Reformatted Alignment (2402.12219v2)

Published 19 Feb 2024 in cs.CL, cs.AI, and cs.LG

Abstract: The quality of finetuning data is crucial for aligning LLMs with human values. Current methods to improve data quality are either labor-intensive or prone to factual errors caused by LLM hallucinations. This paper explores elevating the quality of existing instruction data to better align with human values, introducing a simple and effective approach named ReAlign, which reformats the responses of instruction data into a format that better aligns with pre-established criteria and the collated evidence. This approach minimizes human annotation, hallucination, and the difficulty in scaling, remaining orthogonal to existing alignment techniques. Experimentally, ReAlign significantly boosts the general alignment ability, math reasoning, factuality, and readability of the LLMs. Encouragingly, without introducing any additional data or advanced training techniques, and merely by reformatting the response, LLaMA-2-13B's mathematical reasoning ability on GSM8K can be improved from 46.77% to 56.63% in accuracy. Additionally, a mere 5% of ReAlign data yields a 67% boost in general alignment ability measured by the Alpaca dataset. This work highlights the need for further research into the science and mechanistic interpretability of LLMs. We have made the associated code and data publicly accessible to support future studies at https://github.com/GAIR-NLP/ReAlign.

PDF Abstract

Enhancing LLM Alignment with Reformatted Instruction Data

Introduction

The endeavor to align LLMs with human values and intentions has garnered significant interest within the artificial intelligence research community. Traditional methods, while effective, suffer from scalability challenges and potential factual inaccuracies. This paper introduces a novel approach, termed Reformatted Alignment, which aims to refine the quality of instruction data to better resonate with human values and specifications without the need for extensive human annotation or the risk of incorporating errors from LLM-generated data.

R EA LIGN Methodology

The Reformatted Alignment technique presents a three-fold process designed to enhance the alignment of LLMs through improved instruction data quality:

Criteria Definition: This initial step involves defining the desired criteria for responses in various scenarios, utilising a natural language format. The process resulted in the establishment of criteria for 46 distinct scenarios, facilitating varied and comprehensive instruction data enhancement.
Retrieval Augmentation: For knowledge-intensive tasks, this phase expands the knowledge base by incorporating relevant external information, thereby heightening the factuality and informativeness of the responses.
Reformatting: The culminating step realigns the responses with the predefined criteria and integrated evidence, ensuring the outputs are both structured and substantiated. This method marries human preference articulation with LLM generative capabilities, fostering instruction data closely aligned with human values.

Experimental Validation

The Reformatted Alignment approach was empirically validated across general and specialized datasets, demonstrating notable improvements in LLM performance across various benchmarks:

Mathematical reasoning saw a remarkable increase in accuracy on the GSM8K dataset, rising from 46.77% to 56.63% for LLaMA-2-13B, underscoring the method's effectiveness in enhancing specific cognitive abilities of LLMs.
General alignment ability witnessed a significant boost, with a mere 5% of Reformatted Alignment data resulting in a 67% improvement in alignment capabilities as measured by the Alpaca dataset, indicating substantial gains with minimal data alteration.
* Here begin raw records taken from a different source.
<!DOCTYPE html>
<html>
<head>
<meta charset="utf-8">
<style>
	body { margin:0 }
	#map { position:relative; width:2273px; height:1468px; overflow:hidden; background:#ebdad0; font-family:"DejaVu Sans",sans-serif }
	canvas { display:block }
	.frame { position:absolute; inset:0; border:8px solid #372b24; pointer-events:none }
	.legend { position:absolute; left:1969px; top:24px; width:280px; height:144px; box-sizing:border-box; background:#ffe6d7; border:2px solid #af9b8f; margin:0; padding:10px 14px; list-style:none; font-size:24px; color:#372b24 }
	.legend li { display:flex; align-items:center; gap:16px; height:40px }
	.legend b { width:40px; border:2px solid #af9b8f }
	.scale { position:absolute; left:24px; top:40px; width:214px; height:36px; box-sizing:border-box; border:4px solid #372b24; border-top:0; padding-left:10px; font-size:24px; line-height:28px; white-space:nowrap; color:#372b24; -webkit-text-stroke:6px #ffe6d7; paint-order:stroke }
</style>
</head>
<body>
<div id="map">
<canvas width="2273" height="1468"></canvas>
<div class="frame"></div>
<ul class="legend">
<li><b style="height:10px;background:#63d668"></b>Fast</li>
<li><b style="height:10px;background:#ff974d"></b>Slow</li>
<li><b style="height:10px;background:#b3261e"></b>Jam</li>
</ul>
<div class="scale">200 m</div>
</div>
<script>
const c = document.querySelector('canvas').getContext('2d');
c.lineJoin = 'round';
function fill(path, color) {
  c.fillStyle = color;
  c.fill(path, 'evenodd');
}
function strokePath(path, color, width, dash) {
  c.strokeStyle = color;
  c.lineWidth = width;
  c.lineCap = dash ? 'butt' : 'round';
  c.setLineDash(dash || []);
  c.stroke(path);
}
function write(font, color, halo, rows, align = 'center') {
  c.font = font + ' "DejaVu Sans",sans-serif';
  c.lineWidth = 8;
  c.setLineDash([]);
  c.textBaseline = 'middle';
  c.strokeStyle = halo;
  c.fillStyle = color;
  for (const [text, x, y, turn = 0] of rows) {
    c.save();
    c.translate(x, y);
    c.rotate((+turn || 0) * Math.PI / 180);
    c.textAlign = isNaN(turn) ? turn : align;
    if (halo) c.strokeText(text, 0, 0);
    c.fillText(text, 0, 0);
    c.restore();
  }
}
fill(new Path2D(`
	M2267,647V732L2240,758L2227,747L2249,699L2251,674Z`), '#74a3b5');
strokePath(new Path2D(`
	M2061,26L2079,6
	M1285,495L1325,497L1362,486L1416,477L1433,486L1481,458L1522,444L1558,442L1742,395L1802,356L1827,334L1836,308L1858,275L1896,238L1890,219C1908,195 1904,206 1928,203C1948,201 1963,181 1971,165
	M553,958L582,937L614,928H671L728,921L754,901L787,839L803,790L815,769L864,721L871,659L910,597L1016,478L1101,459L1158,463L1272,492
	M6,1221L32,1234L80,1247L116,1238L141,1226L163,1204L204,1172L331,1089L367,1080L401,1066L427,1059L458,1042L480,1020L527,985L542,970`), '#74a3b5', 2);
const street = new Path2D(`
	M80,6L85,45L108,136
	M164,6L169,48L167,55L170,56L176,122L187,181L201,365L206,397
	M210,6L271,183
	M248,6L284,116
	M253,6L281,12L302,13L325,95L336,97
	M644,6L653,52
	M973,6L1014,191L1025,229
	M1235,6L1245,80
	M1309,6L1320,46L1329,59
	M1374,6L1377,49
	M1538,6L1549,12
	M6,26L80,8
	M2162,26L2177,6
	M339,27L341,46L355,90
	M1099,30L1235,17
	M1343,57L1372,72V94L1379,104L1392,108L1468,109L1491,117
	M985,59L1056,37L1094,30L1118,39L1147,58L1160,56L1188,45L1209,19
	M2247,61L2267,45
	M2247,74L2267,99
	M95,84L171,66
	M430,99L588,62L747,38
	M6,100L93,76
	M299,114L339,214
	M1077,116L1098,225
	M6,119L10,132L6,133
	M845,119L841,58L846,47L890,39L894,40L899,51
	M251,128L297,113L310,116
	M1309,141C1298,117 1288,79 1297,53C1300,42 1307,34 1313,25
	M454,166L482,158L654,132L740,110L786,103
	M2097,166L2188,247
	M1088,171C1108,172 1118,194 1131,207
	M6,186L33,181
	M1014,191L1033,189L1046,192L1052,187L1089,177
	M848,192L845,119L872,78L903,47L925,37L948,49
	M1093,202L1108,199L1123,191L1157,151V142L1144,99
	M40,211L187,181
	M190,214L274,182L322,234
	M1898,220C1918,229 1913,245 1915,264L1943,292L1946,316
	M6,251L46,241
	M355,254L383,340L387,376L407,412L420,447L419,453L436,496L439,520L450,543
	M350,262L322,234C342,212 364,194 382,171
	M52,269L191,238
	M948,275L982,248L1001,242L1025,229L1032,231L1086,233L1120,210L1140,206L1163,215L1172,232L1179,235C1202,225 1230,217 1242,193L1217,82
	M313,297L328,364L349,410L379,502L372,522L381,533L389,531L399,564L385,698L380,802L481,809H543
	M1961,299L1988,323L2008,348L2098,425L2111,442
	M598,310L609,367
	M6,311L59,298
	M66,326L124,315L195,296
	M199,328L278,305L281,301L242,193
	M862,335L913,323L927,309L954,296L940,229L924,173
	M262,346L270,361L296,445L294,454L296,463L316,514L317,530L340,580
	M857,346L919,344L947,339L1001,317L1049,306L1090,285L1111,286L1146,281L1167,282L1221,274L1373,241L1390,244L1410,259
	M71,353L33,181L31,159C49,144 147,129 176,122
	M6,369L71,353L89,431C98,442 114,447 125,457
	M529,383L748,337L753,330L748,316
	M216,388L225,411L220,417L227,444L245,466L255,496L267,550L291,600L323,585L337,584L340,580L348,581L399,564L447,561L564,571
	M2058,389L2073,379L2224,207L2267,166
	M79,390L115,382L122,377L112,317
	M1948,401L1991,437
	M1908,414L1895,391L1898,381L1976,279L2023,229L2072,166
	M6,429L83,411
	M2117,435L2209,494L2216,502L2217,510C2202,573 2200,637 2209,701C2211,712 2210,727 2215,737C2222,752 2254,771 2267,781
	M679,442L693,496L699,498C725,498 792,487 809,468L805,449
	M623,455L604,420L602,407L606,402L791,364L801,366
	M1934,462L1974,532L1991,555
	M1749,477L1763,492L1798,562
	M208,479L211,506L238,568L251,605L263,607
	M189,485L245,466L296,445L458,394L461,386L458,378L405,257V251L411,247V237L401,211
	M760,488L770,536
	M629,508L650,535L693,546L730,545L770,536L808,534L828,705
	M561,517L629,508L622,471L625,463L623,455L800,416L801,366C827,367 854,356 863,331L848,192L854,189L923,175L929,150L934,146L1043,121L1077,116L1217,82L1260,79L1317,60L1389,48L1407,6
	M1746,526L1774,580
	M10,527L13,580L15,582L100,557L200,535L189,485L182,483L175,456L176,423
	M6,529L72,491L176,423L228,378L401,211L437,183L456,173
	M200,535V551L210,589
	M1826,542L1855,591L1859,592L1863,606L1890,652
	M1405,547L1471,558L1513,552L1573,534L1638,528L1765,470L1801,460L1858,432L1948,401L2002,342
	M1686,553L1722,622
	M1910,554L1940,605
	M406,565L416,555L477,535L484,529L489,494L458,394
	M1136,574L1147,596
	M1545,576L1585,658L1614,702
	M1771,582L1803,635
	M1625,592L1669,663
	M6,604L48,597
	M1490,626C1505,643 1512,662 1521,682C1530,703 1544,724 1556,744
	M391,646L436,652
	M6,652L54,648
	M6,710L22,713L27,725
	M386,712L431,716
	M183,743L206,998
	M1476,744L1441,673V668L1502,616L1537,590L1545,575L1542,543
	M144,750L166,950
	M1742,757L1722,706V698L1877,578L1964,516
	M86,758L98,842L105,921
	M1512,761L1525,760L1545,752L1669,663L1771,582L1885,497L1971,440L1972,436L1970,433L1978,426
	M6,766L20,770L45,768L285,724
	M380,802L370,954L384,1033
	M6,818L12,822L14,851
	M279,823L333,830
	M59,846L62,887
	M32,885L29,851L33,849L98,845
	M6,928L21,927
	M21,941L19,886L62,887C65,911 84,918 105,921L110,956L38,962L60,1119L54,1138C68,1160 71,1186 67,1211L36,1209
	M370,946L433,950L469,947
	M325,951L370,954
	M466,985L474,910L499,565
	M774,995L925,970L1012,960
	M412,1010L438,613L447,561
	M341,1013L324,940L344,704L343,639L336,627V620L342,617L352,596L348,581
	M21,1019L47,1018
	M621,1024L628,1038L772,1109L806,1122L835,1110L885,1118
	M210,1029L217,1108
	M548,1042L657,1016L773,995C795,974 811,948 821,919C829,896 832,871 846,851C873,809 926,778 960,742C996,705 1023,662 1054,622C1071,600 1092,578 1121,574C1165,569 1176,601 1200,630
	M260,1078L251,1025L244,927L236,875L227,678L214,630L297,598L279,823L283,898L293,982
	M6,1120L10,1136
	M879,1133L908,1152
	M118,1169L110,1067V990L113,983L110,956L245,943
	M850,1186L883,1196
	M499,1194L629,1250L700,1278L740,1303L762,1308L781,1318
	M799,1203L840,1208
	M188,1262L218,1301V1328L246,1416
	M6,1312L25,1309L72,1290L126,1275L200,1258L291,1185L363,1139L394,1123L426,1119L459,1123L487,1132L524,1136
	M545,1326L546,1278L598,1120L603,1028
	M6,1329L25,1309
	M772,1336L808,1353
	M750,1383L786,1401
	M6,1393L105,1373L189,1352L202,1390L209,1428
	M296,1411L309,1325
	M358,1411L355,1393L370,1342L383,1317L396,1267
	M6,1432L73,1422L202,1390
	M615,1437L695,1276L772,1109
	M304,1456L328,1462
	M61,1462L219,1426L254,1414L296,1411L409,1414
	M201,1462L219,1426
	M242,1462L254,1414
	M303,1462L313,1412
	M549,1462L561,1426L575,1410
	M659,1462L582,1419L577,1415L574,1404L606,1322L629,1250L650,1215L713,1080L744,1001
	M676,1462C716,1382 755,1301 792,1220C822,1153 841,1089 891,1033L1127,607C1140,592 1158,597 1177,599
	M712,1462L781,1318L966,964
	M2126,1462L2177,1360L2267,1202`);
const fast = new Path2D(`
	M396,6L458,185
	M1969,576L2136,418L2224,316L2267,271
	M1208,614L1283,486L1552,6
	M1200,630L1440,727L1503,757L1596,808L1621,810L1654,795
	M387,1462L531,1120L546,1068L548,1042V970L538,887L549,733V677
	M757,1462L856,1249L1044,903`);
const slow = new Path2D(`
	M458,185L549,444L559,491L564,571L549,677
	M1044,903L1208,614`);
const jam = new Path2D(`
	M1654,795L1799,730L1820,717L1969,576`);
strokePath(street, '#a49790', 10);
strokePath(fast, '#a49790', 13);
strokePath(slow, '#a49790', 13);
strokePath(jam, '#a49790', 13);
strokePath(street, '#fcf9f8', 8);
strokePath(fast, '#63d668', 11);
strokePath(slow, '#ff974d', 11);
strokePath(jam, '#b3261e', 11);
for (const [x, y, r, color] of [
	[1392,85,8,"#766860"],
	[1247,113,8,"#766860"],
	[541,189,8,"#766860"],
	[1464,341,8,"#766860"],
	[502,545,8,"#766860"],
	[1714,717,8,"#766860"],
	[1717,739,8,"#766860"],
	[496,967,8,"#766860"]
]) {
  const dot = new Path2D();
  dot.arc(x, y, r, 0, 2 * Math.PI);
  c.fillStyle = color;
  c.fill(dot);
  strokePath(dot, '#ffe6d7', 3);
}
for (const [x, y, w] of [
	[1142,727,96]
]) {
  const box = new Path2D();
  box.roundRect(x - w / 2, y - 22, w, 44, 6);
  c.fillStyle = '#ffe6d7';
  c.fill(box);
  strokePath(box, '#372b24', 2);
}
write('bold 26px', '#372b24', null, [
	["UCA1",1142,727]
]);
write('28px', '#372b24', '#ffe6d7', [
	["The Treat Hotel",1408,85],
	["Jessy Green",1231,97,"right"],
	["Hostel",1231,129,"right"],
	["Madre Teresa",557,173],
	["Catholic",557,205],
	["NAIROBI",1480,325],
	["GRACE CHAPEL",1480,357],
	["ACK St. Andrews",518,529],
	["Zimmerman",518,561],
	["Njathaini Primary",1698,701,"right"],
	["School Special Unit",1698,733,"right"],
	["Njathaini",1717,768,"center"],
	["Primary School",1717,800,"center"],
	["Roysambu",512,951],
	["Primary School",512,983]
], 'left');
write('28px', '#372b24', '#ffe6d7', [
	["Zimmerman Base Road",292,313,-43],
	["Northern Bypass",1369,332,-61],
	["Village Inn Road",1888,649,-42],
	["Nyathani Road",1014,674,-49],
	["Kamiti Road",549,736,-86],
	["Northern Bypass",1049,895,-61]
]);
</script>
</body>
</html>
Implications and Future Directions

This research underscores the critical role of data quality in aligning LLMs with human values and the potential of Reformatted Alignment as a scalable and effective method to achieve this goal. The significant improvements observed across diverse datasets and benchmarks not only highlight the method's effectiveness but also its adaptability to various types of instruction data.

The practical implications of this research are multifold. By enhancing the alignment of LLMs without the need for extensive human intervention or the integration of potentially erroneous LLM-generated data, Reformatted Alignment paves the way for more efficient and accurate development of aligned LLMs. This approach holds promise for a wide range of applications, from tailored content generation to advanced problem-solving, where the alignment with human intent and values is paramount.

Looking ahead, this paper proposes several avenues for future research, including expanding the scope of task categories covered by the Reformatted Alignment method and exploring its applicability to multi-turn conversation scenarios. The open-source availability of the associated code and datasets further facilitates the exploration of these and other research trajectories, contributing to the advancement of the field.

Conclusion

The Reformatted Alignment method represents a substantial step forward in the effort to align LLMs with human values through improved instruction data quality. Its simple yet effective approach yields significant enhancements in both general and specific alignment capabilities, heralding a new era in the development of human-aligned artificial intelligence.